Go through the records below and show every line with the string "ซอยอ".

★ ★ ★ ★

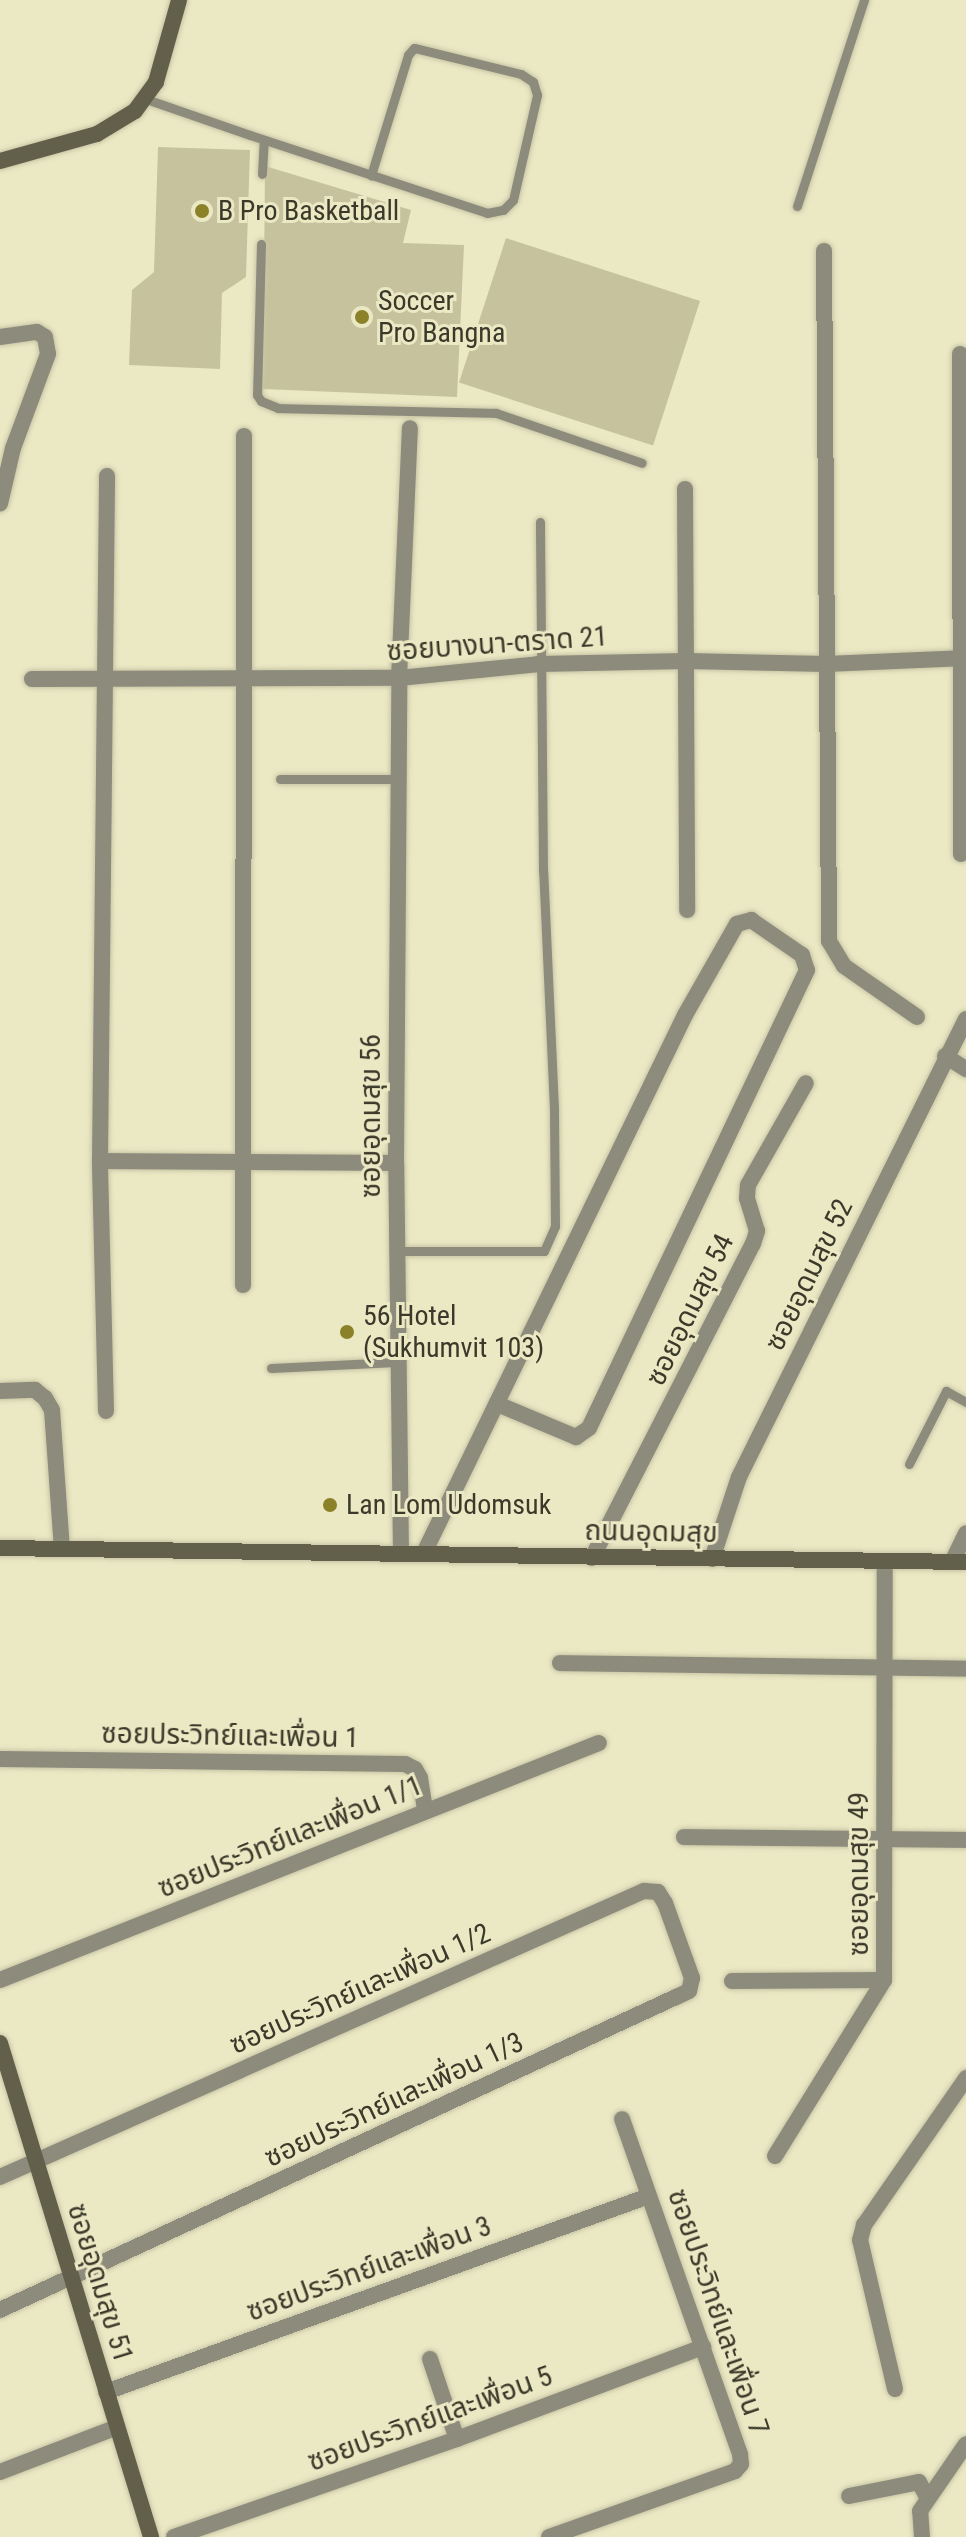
<!DOCTYPE html>
<html>
<head>
<meta charset="utf-8">
<style>
  body { margin:0 }
  #map { position:relative; width:966px; height:2537px; overflow:hidden; background:#ebe8c4; font-family:"Roboto Condensed","Noto Sans Thai",sans-serif }
  div>[style] { position:absolute }
  [style*='--x'] { left:calc(var(--x)*1px); top:calc(var(--y)*1px); width:calc(var(--w)*1px); rotate:calc(var(--a)*1deg) }
  .green>* { inset:0; background:#c6c29d; transform-origin:0 0 }
  .roads { filter:drop-shadow(0 0 2px #c8c5a5) drop-shadow(0 0 2px #c8c5a5) }
  .lane>* { height:9px; margin:-4.5px; padding:0 4.5px; transform-origin:4.5px; border-radius:4.5px; background:#8c8b7c }
  .street>* { height:16px; margin:-8px; padding:0 8px; transform-origin:8px; border-radius:8px; background:#8c8b7c }
  .secondary>* { height:16px; margin:-8px; padding:0 8px; transform-origin:8px; border-radius:8px; background:#62604b }
  .dots>* { width:22px; height:22px; translate:-50% -50%; box-sizing:border-box; border:4px solid #ebe8c4; border-radius:50% }
  span { translate:-50% -50%; white-space:nowrap; text-align:center; line-height:1.15; -webkit-text-stroke:6px #ebe8c4; paint-order:stroke }
  .poi-label { font-size:28px; color:#3a392a }
  .left { translate:0 -50%; text-align:left }
  .street-label { font-size:28px; color:#3a392a }
</style>
</head>
<body>
<div id="map">
  <div class="green">
    <i style="clip-path:polygon(158px 147px,250px 150px,246px 277px,222px 293px,220px 369px,129px 365px,132px 290px,154px 272px)"></i>
    <i style="clip-path:polygon(265px 166px,411px 210px,403px 243px,464px 245px,457px 397px,263px 389px)"></i>
    <i style="left:506px;top:238px;width:204px;height:152px;rotate:18deg"></i>
  </div>
  <div class="roads">
    <div class="lane">
      <i style="--x:146;--y:99;--w:110;--a:19.1"></i>
      <i style="--x:250;--y:135;--w:250;--a:18.2"></i>
      <i style="--x:487;--y:213;--w:16;--a:-11"></i>
      <i style="--x:503;--y:210;--w:14;--a:-45"></i>
      <i style="--x:513;--y:200;--w:108;--a:-77.1"></i>
      <i style="--x:537;--y:95;--w:14;--a:-107"></i>
      <i style="--x:533;--y:82;--w:14;--a:-146"></i>
      <i style="--x:521;--y:74;--w:110;--a:-166.3"></i>
      <i style="--x:414;--y:48;--w:9;--a:131"></i>
      <i style="--x:408;--y:55;--w:126;--a:107.1"></i>
      <i style="--x:262;--y:174;--w:34;--a:-87"></i>
      <i style="--x:797;--y:206;--w:217;--a:-72"></i>
      <i style="--x:261;--y:244;--w:151;--a:91.5"></i>
      <i style="--x:257;--y:395;--w:7;--a:56"></i>
      <i style="--x:261;--y:401;--w:18;--a:22"></i>
      <i style="--x:278;--y:408;--w:218;--a:1.3"></i>
      <i style="--x:496;--y:413;--w:154;--a:18.9"></i>
      <i style="--x:280;--y:779;--w:118;--a:0"></i>
      <i style="--x:398;--y:1251;--w:146;--a:0"></i>
      <i style="--x:544;--y:1251;--w:27;--a:-66"></i>
      <i style="--x:555;--y:1226;--w:117;--a:-90.5"></i>
      <i style="--x:554;--y:1109;--w:238;--a:-92.6"></i>
      <i style="--x:543;--y:871;--w:349;--a:-90.5"></i>
      <i style="--x:271;--y:1368;--w:126;--a:-2.7"></i>
      <i style="--x:909;--y:1464;--w:82;--a:-63.1"></i>
      <i style="--x:946;--y:1391;--w:23;--a:29"></i>
    </div>
    <div class="street">
      <i style="--x:824;--y:251;--w:690;--a:89.58"></i>
      <i style="--x:829;--y:941;--w:29;--a:59"></i>
      <i style="--x:844;--y:966;--w:89;--a:34.9"></i>
      <i style="--x:0;--y:337;--w:37;--a:-8"></i>
      <i style="--x:37;--y:332;--w:9;--a:32"></i>
      <i style="--x:45;--y:337;--w:17;--a:80"></i>
      <i style="--x:48;--y:354;--w:100;--a:110.4"></i>
      <i style="--x:13;--y:448;--w:57;--a:103.1"></i>
      <i style="--x:960;--y:354;--w:500;--a:89.89"></i>
      <i style="--x:685;--y:489;--w:421;--a:89.7"></i>
      <i style="--x:32;--y:679;--w:367;--a:-0.2"></i>
      <i style="--x:399;--y:678;--w:141;--a:-5.7"></i>
      <i style="--x:539;--y:664;--w:147;--a:-1.2"></i>
      <i style="--x:686;--y:661;--w:140;--a:1.2"></i>
      <i style="--x:826;--y:664;--w:140;--a:-2.5"></i>
      <i style="--x:945;--y:1056;--w:25;--a:32"></i>
      <i style="--x:100;--y:1161;--w:685;--a:-89.41"></i>
      <i style="--x:243;--y:1285;--w:849;--a:-89.93"></i>
      <i style="--x:0;--y:1391;--w:35;--a:-2"></i>
      <i style="--x:35;--y:1390;--w:13;--a:39"></i>
      <i style="--x:45;--y:1398;--w:14;--a:60"></i>
      <i style="--x:52;--y:1410;--w:139;--a:85.9"></i>
      <i style="--x:106;--y:1411;--w:250;--a:-91.4"></i>
      <i style="--x:100;--y:1161;--w:296;--a:0.4"></i>
      <i style="--x:424;--y:1553;--w:598;--a:-64.12"></i>
      <i style="--x:685;--y:1015;--w:105;--a:-60.3"></i>
      <i style="--x:737;--y:924;--w:15;--a:-16"></i>
      <i style="--x:751;--y:920;--w:62;--a:34.5"></i>
      <i style="--x:802;--y:955;--w:16;--a:72"></i>
      <i style="--x:807;--y:970;--w:507;--a:115.45"></i>
      <i style="--x:589;--y:1428;--w:16;--a:145"></i>
      <i style="--x:576;--y:1437;--w:86;--a:-157.3"></i>
      <i style="--x:401;--y:1554;--w:391;--a:-90.7"></i>
      <i style="--x:396;--y:1163;--w:485;--a:-89.6"></i>
      <i style="--x:399;--y:678;--w:250;--a:-87.5"></i>
      <i style="--x:592;--y:1558;--w:353;--a:-62.9"></i>
      <i style="--x:753;--y:1244;--w:14;--a:-73"></i>
      <i style="--x:757;--y:1231;--w:34;--a:-107"></i>
      <i style="--x:747;--y:1198;--w:13;--a:-86"></i>
      <i style="--x:748;--y:1185;--w:117;--a:-60.4"></i>
      <i style="--x:712;--y:1559;--w:86;--a:-71.8"></i>
      <i style="--x:739;--y:1477;--w:511;--a:-63.64"></i>
      <i style="--x:952;--y:1562;--w:32;--a:-64"></i>
      <i style="--x:560;--y:1663;--w:406;--a:0.8"></i>
      <i style="--x:0;--y:1759;--w:405;--a:0.7"></i>
      <i style="--x:405;--y:1764;--w:11;--a:27"></i>
      <i style="--x:415;--y:1769;--w:10;--a:61"></i>
      <i style="--x:420;--y:1778;--w:33;--a:81"></i>
      <i style="--x:684;--y:1837;--w:282;--a:0.6"></i>
      <i style="--x:0;--y:1980;--w:644;--a:-21.59"></i>
      <i style="--x:732;--y:1981;--w:152;--a:-0.4"></i>
      <i style="--x:775;--y:2156;--w:207;--a:-58.2"></i>
      <i style="--x:884;--y:1980;--w:419;--a:-89.9"></i>
      <i style="--x:0;--y:2177;--w:705;--a:-23.95"></i>
      <i style="--x:644;--y:1891;--w:14;--a:4"></i>
      <i style="--x:658;--y:1892;--w:13;--a:58"></i>
      <i style="--x:665;--y:1903;--w:80;--a:70.2"></i>
      <i style="--x:692;--y:1978;--w:13;--a:103"></i>
      <i style="--x:689;--y:1991;--w:14;--a:155"></i>
      <i style="--x:676;--y:1997;--w:745;--a:155.16"></i>
      <i style="--x:430;--y:2359;--w:84;--a:71.4"></i>
      <i style="--x:895;--y:2389;--w:153;--a:-103.2"></i>
      <i style="--x:860;--y:2240;--w:16;--a:-75"></i>
      <i style="--x:864;--y:2225;--w:179;--a:-55.2"></i>
      <i style="--x:106;--y:2392;--w:577;--a:-19.85"></i>
      <i style="--x:0;--y:2472;--w:125;--a:-21"></i>
      <i style="--x:849;--y:2496;--w:71;--a:-11.3"></i>
      <i style="--x:919;--y:2482;--w:17;--a:62"></i>
      <i style="--x:174;--y:2537;--w:299;--a:-19.1"></i>
      <i style="--x:457;--y:2439;--w:263;--a:-20.5"></i>
      <i style="--x:549;--y:2537;--w:197;--a:-19.5"></i>
      <i style="--x:735;--y:2471;--w:9;--a:-49"></i>
      <i style="--x:741;--y:2464;--w:10;--a:-96"></i>
      <i style="--x:740;--y:2454;--w:355;--a:-109.4"></i>
      <i style="--x:922;--y:2537;--w:26;--a:-94"></i>
      <i style="--x:920;--y:2511;--w:81;--a:-55.5"></i>
    </div>
    <div class="secondary">
      <i style="--x:0;--y:161;--w:101;--a:-15.6"></i>
      <i style="--x:97;--y:134;--w:44;--a:-31.2"></i>
      <i style="--x:135;--y:111;--w:36;--a:-54"></i>
      <i style="--x:156;--y:82;--w:85;--a:-74.3"></i>
      <i style="--x:0;--y:1548;--w:966;--a:0.83"></i>
      <i style="--x:0;--y:2043;--w:517;--a:73"></i>
    </div>
  </div>
  <div class="dots">
    <i style="left:202px;top:211px;background:#8b8129"></i>
    <i style="left:362px;top:317px;background:#8b8129"></i>
    <i style="left:347px;top:1332px;background:#8b8129"></i>
    <i style="left:330px;top:1505px;background:#8b8129"></i>
  </div>
  <div class="poi-label">
    <span class="left" style="left:218px;top:211px">B Pro Basketball</span>
    <span class="left" style="left:378px;top:317px">Soccer<br>Pro Bangna</span>
    <span class="left" style="left:363px;top:1332px">56 Hotel<br>(Sukhumvit 103)</span>
    <span class="left" style="left:346px;top:1505px">Lan Lom Udomsuk</span>
  </div>
  <div class="street-label">
    <span style="left:497px;top:644px;rotate:-4deg">ซอยบางนา-ตราด 21</span>
    <span style="left:371px;top:1116px;rotate:-90deg">ซอยอุดมสุข 56</span>
    <span style="left:809px;top:1275px;rotate:-64deg">ซอยอุดมสุข 52</span>
    <span style="left:690px;top:1310px;rotate:-64deg">ซอยอุดมสุข 54</span>
    <span style="left:651px;top:1532px;rotate:1deg">ถนนอุดมสุข</span>
    <span style="left:230px;top:1736px;rotate:1deg">ซอยประวิทย์และเพื่อน 1</span>
    <span style="left:290px;top:1837px;rotate:-22deg">ซอยประวิทย์และเพื่อน 1/1</span>
    <span style="left:859px;top:1874px;rotate:-90deg">ซอยอุดมสุข 49</span>
    <span style="left:360px;top:1989px;rotate:-24deg">ซอยประวิทย์และเพื่อน 1/2</span>
    <span style="left:394px;top:2100px;rotate:-25deg">ซอยประวิทย์และเพื่อน 1/3</span>
    <span style="left:369px;top:2269px;rotate:-20deg">ซอยประวิทย์และเพื่อน 3</span>
    <span style="left:100px;top:2283px;rotate:73deg">ซอยอุดมสุข 51</span>
    <span style="left:718px;top:2312px;rotate:71deg">ซอยประวิทย์และเพื่อน 7</span>
    <span style="left:430px;top:2419px;rotate:-20deg">ซอยประวิทย์และเพื่อน 5</span>
  </div>
</div>
</body>
</html>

★ ★ ★ ★

- **Answer below**
    <span style="left:371px;top:1116px;rotate:-90deg">ซอยอุดมสุข 56</span>
    <span style="left:809px;top:1275px;rotate:-64deg">ซอยอุดมสุข 52</span>
    <span style="left:690px;top:1310px;rotate:-64deg">ซอยอุดมสุข 54</span>
    <span style="left:859px;top:1874px;rotate:-90deg">ซอยอุดมสุข 49</span>
    <span style="left:100px;top:2283px;rotate:73deg">ซอยอุดมสุข 51</span>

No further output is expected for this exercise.